Hacettepe Üniversitesi Güzel Sanatlar Fakültesi Seramik Bölümü’nde 2010 yılından beri ders veren Güney Koreli seramikçi Kim Yongmoon bir süredir mücadele ettiği kansere yenik düşerek yaşamını yitirdi. Türkiye’yi vatan belleyen Yongmoon vasiyeti üzerine Karşıyaka Yabancılar Mezarlığı’nda toprağa verildi.
H.Ü. Seramik ve Cam Bölümü’nde 15 yıldır ders veren Kim Yongmoon, gerçek bir çanak ustasıydı. Kore kültüründe “macsabal” adını taşıyan ve yaşamın bir parçası olan çanakları, 30 yıldan daha uzun bir süredir düzenlediği sempozyumlarla tüm dünyaya tanıtmaya çalışıyordu. 1998-2020 yılları arasında 50’den fazla kişisel sergi açtı. Kore, Çin ve Türkiye’de, yaratıcısı olduğu Macsabal sempozyumlarını 24 kez organize etti. Hacettepe Üniversitesi’nde her yıl düzenlenen Macsabal sempozyumlarında bir araya gelen çağdaş sanatçıların yapıtlarının törensel bir biçimde pişirildiği fırını da o inşa etmişti.
ANADOLU’DAN ETKİLENDİ
Yongmoon’un Türk seramiği ile ilgili ilk izlenimleri Anadolu Medeniyetleri Müzesi’ndeki seramikler ve pişmiş toprak figürinlerdi, bunlardan çok etkilenmişti.

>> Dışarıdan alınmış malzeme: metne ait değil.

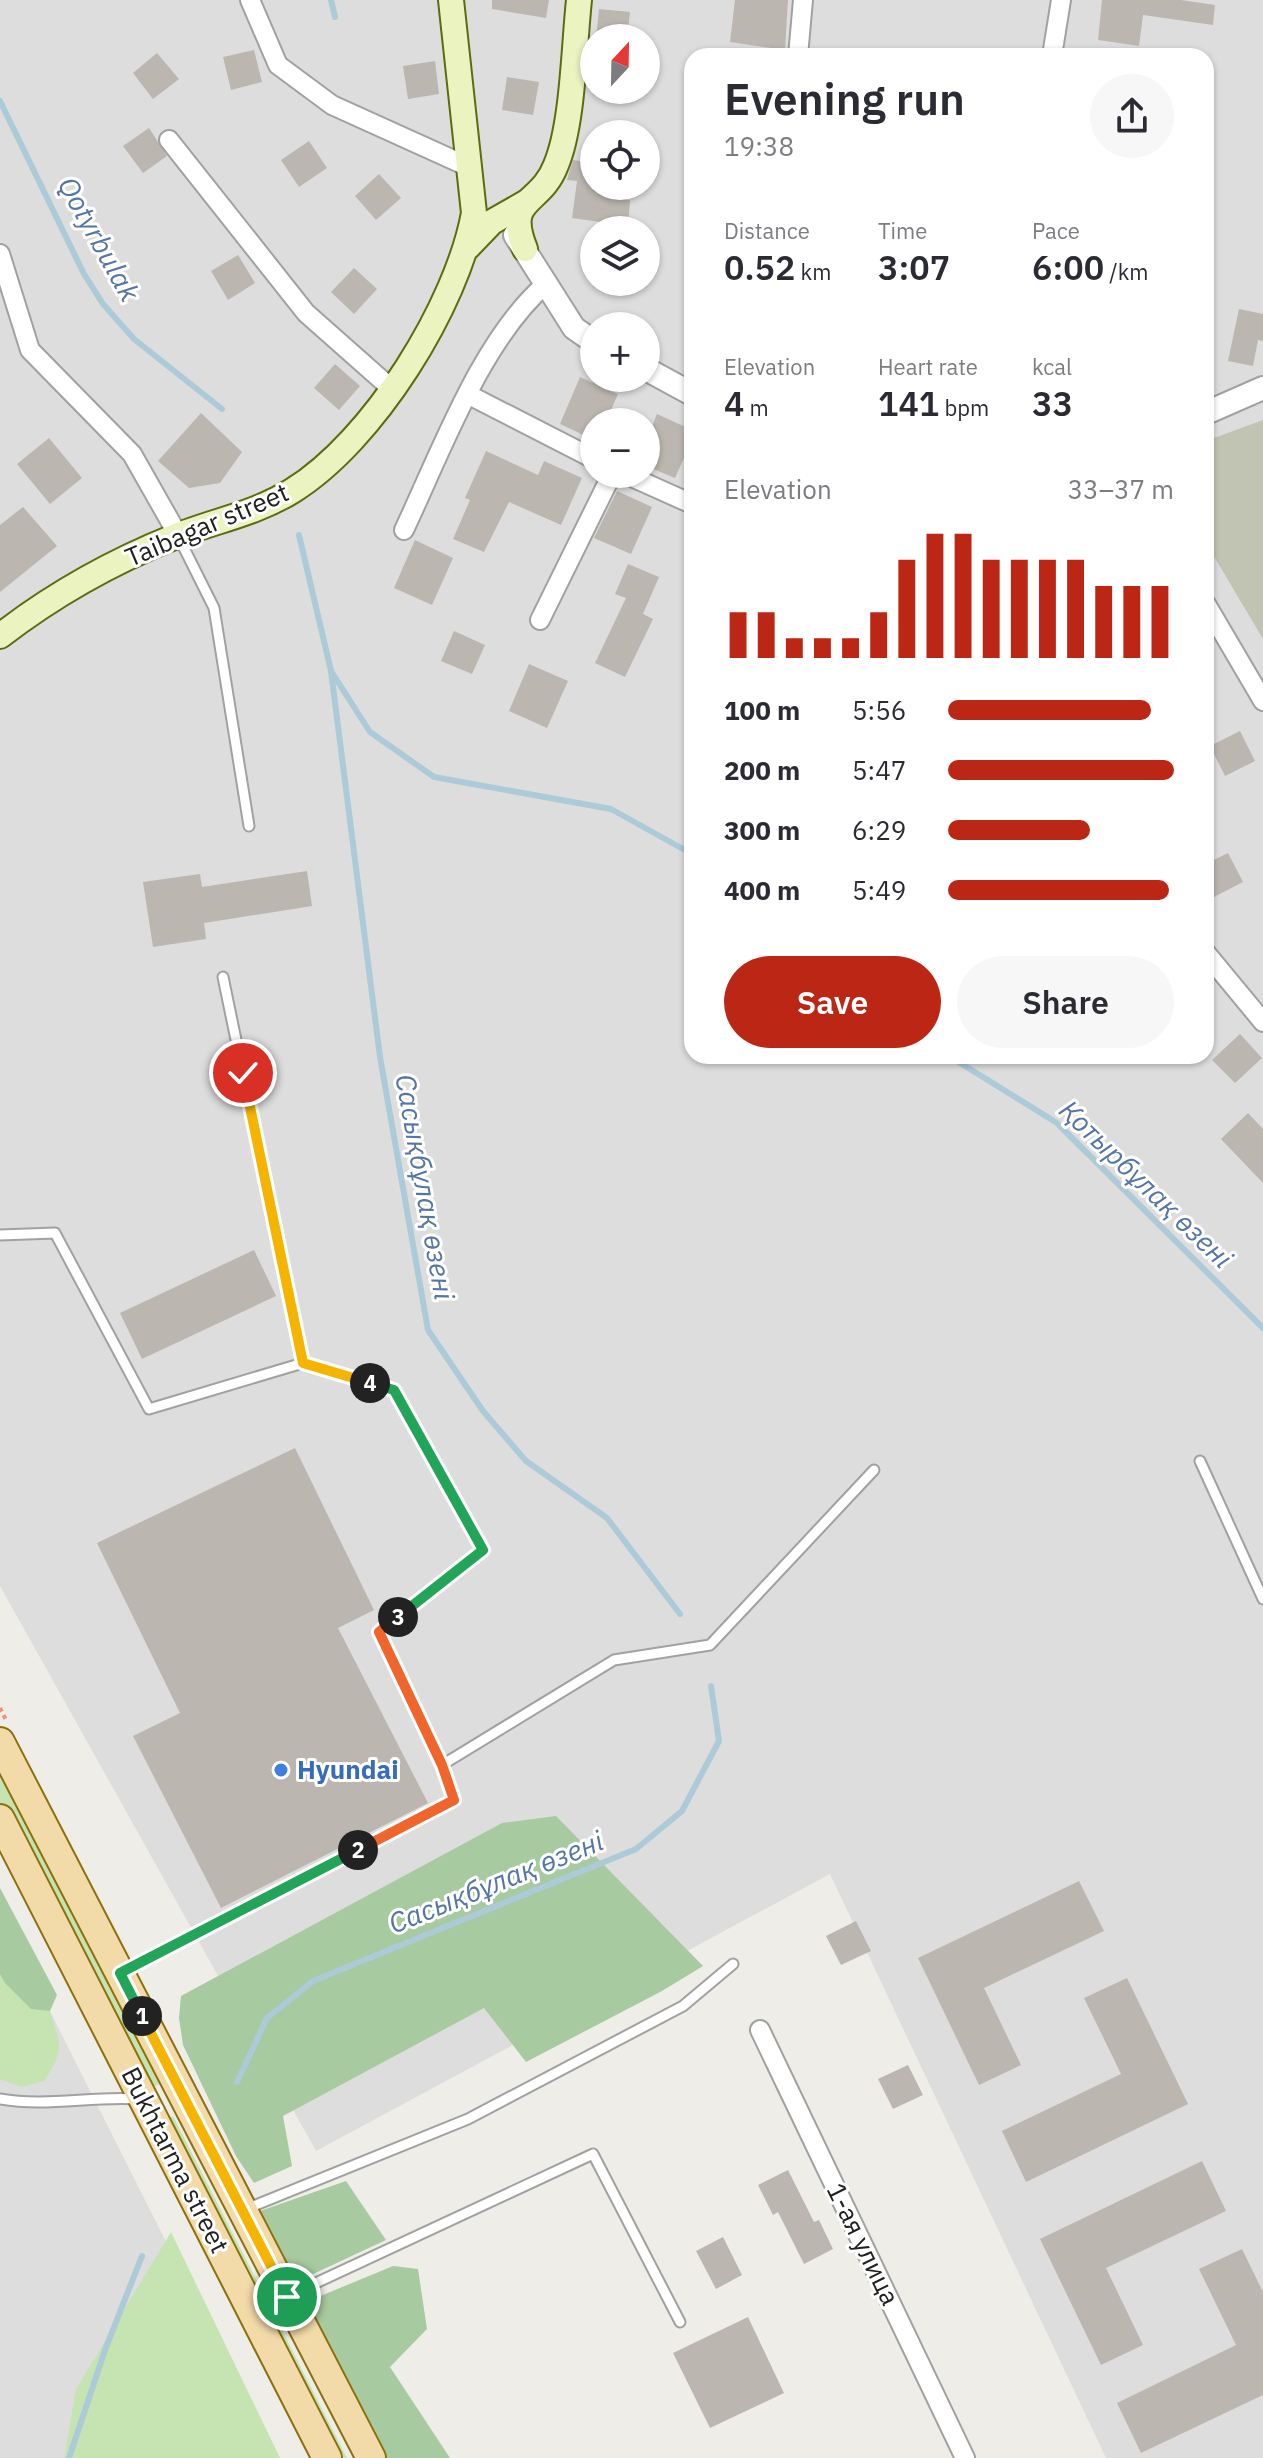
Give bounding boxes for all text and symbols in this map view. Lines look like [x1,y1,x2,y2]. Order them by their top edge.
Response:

Sanatçı sadece tornada şekillendirdiği çanaklar yapmıyor, seramik karolar üzerine çok renkli doğa resimleri ile geleneksel Kore kâğıtları üzerine siyah mürekkeple soyut doğa desenleri de çiziyordu. Modern bir şaman diyebileceğimiz Kim Yongmoon’un doğayla derin bir bağı vardı ve bu tüm yapıtlarına yansıyordu. Zaman zaman gerçekleştirdiği performanslarda doğa ve insan arasındaki bağı vurguluyordu. Geçen yıl Uluslararası Seramik Bienali sırasında Bursa’daki Tofaş Anadolu Arabaları Müzesi’nin bahçesindeki 700 yıllık bir anıt ağacın altında bir başka Koreli sanatçı Kim Hyeokyoung ile bir performans sergilemişti. “Bu ağaç 700 yıldır bu topraklara enerji veriyor. Aynı şekilde insanlar bu ağaçtan enerji alıyor” derken kendisi için de bir tür şifa ritüeli olmasını dilemiştik. *
‘SAF VE KORUNMASIZDI’
H.Ü. Seramik Bölüm Başkanı Doç. Dr. Mutlu Başkaya dostu Kim Yongmoon’a hastalıkla mücadele etmeye başladığından beri en büyük desteği veriyordu. Aslına bakılırsa sadece hastalık sürecinde değil, Türkiye’deki yaşamı boyunca desteğini hiç eksik etmedi. “Paylaşımcı ve insanlara kolay güvenmesinden olacak ki bana kendisini hep saf ve korunmasız hissettirmişti. Bu yüzden onu her şeyden koruyup kollamaya çalıştım” diyen Başkaya, meslektaşının ne kadar üretken ve çalışkan olduğunu da vurguluyor: “Kim’in sabahları beni ilk gördüğünde günaydın dedikten hemen sonra ‘I have an idea’ (Bir fikrim var) diyemeyeceğini düşünmek, beni uzay boşluğundaymışım gibi bir hisse sürüklüyor. Aslında her gün yeni bir fikrinin olması ve bu fikirleri gerçekleştirme isteği kanserle mücadelesinde kendisine avantaj sağlamış ve beklenenden daha uzun yaşamıştır diye düşünüyorum. Yeni fikirlerini gerçekleştirmeden rahat edemeyen, çalışmadan mutlu olamayan bir kişiliğe sahipti. Eğlenceliydi ve keyifle çalışırdı ama işini yaparken ve öğretirken çok ciddiydi.” H.Ü. Seramik ve Cam Bölümü, Kim Yongmoon’a kendisinin inşa ettiği Macsabal Odun Fırını’nın önünde veda etti. Ardından cenazesi Karşıyaka Yabancılar Mezarlığı’nda toprağa verildi. Bu tam da kendisinin istediği şeydi, vatan bellediği Türkiye topraklarına gömülmek. Kim Yongmoon bu ülkeyi çok sevdi, biz de onu. Unutulmayacak.